▶ _PROBLEM REQUIREMENTS_:
The lines to return are those below that contain the word "worn".
========
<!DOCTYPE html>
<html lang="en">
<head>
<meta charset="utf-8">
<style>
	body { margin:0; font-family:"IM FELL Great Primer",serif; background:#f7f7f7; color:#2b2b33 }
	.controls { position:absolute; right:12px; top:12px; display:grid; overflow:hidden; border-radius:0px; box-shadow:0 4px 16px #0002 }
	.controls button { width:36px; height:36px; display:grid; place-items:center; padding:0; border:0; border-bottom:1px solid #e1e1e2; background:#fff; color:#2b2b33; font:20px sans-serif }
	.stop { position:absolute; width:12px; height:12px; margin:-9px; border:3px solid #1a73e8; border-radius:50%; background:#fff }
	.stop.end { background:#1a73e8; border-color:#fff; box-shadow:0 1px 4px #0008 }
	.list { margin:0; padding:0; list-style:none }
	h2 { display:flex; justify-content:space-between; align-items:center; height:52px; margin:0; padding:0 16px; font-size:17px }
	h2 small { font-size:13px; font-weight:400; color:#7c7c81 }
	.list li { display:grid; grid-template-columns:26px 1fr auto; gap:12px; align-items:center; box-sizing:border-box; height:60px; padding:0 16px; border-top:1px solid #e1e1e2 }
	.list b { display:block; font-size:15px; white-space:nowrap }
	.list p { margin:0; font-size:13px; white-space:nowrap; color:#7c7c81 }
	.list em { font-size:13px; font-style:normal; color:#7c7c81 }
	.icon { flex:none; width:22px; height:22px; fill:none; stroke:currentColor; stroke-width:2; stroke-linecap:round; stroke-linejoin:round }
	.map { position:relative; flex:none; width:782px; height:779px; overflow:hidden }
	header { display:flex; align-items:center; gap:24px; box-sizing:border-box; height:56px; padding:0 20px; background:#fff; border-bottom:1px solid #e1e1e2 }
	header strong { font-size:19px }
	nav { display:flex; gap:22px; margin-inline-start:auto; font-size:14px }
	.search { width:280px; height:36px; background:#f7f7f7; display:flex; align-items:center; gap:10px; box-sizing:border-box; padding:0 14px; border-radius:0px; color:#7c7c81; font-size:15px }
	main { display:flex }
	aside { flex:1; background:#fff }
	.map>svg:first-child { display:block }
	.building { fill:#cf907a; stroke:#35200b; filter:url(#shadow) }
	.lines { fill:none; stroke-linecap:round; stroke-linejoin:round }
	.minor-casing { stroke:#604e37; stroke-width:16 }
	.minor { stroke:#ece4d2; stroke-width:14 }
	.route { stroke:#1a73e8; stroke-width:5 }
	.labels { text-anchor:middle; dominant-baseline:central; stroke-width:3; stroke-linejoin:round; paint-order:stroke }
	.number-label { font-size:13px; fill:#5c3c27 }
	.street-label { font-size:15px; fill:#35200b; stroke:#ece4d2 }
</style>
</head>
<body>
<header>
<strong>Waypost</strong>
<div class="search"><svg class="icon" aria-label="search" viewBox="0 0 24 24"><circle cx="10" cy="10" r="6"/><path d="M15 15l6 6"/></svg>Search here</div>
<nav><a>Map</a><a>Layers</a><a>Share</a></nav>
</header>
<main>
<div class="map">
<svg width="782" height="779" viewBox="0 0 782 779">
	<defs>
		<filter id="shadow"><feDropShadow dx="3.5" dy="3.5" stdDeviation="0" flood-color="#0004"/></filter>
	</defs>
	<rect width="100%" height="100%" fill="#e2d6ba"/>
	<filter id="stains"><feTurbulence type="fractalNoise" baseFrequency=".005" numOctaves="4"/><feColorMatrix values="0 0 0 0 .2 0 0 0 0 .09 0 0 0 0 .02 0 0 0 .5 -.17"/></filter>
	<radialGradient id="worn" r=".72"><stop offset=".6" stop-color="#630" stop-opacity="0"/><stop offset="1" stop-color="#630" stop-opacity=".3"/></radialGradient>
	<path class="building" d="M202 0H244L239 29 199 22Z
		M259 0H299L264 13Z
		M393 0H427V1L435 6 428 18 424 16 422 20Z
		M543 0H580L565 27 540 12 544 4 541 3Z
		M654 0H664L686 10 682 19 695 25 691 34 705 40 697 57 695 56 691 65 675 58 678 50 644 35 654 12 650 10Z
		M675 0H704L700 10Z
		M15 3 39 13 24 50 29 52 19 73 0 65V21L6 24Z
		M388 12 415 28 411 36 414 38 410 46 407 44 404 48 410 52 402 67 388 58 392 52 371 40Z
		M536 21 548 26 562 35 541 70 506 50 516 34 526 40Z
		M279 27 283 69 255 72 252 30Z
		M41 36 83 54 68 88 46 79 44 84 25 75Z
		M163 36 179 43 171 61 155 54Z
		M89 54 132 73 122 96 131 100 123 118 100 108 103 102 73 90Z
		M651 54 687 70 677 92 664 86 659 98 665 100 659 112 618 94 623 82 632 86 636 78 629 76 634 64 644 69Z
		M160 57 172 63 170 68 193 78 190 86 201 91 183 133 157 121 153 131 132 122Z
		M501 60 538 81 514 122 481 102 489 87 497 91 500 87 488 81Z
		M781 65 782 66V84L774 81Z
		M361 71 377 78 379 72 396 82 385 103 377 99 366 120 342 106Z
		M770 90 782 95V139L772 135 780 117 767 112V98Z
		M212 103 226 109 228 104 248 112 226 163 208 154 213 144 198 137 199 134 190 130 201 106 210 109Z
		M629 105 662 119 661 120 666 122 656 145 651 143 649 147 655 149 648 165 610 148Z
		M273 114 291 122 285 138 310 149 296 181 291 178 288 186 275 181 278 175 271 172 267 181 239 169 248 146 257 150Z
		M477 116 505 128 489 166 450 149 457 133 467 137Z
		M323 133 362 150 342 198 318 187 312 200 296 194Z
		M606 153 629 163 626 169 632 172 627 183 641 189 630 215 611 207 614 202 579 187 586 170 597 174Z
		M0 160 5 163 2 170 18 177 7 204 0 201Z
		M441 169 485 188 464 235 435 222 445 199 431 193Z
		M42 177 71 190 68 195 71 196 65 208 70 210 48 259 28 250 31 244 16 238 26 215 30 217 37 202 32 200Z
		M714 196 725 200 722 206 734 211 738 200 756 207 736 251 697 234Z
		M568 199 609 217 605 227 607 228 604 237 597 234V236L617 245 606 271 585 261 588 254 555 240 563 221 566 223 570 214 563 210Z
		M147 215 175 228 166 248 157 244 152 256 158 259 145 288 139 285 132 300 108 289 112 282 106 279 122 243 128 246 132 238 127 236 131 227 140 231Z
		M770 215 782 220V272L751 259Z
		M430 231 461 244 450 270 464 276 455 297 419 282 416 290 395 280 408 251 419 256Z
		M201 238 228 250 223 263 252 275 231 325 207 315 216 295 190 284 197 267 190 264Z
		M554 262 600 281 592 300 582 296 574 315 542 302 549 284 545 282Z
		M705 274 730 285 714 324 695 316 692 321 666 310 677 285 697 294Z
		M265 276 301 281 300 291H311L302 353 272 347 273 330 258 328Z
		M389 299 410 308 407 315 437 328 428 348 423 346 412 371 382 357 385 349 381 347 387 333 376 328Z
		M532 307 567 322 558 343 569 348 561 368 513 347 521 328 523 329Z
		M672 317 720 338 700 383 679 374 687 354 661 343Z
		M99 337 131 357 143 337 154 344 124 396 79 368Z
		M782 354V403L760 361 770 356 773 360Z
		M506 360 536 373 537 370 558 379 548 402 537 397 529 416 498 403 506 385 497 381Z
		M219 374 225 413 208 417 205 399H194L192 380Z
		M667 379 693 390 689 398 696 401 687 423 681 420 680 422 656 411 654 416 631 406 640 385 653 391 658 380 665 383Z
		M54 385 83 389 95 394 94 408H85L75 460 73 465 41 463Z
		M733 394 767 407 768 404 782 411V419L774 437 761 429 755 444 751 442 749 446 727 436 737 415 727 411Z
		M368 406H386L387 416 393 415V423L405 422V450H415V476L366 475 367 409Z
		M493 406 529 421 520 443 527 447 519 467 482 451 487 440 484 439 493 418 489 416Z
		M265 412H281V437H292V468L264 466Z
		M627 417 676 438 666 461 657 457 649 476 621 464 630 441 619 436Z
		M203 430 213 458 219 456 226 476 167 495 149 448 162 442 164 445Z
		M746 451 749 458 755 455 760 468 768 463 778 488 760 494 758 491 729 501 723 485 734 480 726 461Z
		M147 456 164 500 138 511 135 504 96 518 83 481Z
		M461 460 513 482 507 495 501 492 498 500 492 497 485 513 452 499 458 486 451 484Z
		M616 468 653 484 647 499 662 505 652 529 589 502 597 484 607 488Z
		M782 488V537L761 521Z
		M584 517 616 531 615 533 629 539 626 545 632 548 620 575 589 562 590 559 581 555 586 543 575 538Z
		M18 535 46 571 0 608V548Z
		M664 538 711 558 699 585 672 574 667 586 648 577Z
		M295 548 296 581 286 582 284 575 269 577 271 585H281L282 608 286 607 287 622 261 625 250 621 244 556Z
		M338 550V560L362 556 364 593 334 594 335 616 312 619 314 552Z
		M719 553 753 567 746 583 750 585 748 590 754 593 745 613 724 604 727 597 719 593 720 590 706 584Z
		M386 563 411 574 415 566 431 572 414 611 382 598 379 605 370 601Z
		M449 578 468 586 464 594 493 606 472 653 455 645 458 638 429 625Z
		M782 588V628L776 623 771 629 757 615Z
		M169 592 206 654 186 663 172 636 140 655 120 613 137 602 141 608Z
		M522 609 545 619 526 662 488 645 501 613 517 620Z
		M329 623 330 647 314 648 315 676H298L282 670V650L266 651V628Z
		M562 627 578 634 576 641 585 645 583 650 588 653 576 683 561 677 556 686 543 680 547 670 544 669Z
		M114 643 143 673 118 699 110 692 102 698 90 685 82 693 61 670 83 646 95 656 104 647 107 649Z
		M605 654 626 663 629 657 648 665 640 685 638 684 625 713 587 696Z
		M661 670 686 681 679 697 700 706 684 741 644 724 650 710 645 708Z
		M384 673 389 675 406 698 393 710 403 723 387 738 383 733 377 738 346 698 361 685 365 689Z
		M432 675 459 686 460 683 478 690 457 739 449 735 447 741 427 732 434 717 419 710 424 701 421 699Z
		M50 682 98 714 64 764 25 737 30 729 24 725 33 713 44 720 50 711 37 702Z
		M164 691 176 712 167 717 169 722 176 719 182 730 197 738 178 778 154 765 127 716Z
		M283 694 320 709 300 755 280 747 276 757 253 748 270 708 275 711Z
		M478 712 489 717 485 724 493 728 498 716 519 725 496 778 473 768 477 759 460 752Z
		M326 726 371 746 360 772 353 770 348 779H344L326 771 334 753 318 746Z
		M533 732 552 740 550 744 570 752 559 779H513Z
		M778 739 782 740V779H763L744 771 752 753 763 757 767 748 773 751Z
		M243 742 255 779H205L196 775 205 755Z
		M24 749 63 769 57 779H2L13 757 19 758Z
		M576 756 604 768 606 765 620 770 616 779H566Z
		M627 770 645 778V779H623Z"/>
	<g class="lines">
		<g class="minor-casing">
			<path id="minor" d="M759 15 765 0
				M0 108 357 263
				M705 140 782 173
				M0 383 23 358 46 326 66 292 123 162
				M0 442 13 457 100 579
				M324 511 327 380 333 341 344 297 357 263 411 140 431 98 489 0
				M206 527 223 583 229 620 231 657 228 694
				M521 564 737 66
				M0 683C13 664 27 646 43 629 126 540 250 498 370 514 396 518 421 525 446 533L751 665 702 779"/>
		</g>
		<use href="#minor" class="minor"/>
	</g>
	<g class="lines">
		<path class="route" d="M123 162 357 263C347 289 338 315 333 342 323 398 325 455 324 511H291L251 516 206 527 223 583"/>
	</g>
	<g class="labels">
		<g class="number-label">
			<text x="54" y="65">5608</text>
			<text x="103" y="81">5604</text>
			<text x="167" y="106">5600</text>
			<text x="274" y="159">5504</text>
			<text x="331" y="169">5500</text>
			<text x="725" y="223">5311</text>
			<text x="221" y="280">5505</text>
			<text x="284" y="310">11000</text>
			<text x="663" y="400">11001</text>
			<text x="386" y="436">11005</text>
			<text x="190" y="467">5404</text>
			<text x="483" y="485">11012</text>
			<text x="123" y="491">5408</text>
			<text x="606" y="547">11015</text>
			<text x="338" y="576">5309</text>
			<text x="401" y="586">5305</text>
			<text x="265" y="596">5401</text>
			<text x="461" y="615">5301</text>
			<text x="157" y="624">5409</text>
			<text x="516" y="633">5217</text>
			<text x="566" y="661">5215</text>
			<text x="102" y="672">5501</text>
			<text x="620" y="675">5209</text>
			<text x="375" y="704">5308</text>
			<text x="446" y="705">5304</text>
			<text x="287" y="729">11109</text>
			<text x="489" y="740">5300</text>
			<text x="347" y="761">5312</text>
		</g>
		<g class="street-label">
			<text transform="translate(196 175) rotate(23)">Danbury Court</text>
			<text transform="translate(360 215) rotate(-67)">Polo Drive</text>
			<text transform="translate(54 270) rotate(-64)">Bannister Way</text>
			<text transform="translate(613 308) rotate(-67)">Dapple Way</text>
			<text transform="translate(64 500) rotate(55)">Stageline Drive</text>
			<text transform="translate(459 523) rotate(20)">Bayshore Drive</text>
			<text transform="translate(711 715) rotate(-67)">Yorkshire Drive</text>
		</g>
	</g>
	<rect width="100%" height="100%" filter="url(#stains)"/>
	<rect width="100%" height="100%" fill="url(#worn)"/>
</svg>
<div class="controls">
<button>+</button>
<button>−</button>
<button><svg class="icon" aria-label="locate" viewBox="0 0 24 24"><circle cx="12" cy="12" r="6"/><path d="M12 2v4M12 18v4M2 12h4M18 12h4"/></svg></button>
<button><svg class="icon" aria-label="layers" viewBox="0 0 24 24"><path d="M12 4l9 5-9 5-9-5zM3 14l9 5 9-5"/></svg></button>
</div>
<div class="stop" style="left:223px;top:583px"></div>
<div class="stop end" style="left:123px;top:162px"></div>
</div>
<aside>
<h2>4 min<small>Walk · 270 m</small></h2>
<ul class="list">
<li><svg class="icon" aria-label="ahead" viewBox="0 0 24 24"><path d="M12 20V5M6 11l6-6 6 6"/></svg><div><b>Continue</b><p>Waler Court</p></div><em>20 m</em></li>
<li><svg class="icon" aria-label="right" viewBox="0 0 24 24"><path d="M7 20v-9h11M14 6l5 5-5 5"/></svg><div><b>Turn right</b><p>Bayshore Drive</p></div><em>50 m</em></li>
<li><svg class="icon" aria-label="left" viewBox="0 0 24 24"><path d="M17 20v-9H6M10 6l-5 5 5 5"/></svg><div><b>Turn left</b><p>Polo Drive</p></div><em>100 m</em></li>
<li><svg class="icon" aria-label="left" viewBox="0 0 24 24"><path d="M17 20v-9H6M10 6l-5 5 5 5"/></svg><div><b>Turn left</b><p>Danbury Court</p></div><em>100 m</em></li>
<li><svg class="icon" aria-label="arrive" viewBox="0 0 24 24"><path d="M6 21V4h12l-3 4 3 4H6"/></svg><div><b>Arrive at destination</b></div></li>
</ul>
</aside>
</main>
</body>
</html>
========
▶ _TASK ANSWER_:
	<radialGradient id="worn" r=".72"><stop offset=".6" stop-color="#630" stop-opacity="0"/><stop offset="1" stop-color="#630" stop-opacity=".3"/></radialGradient>
	<rect width="100%" height="100%" fill="url(#worn)"/>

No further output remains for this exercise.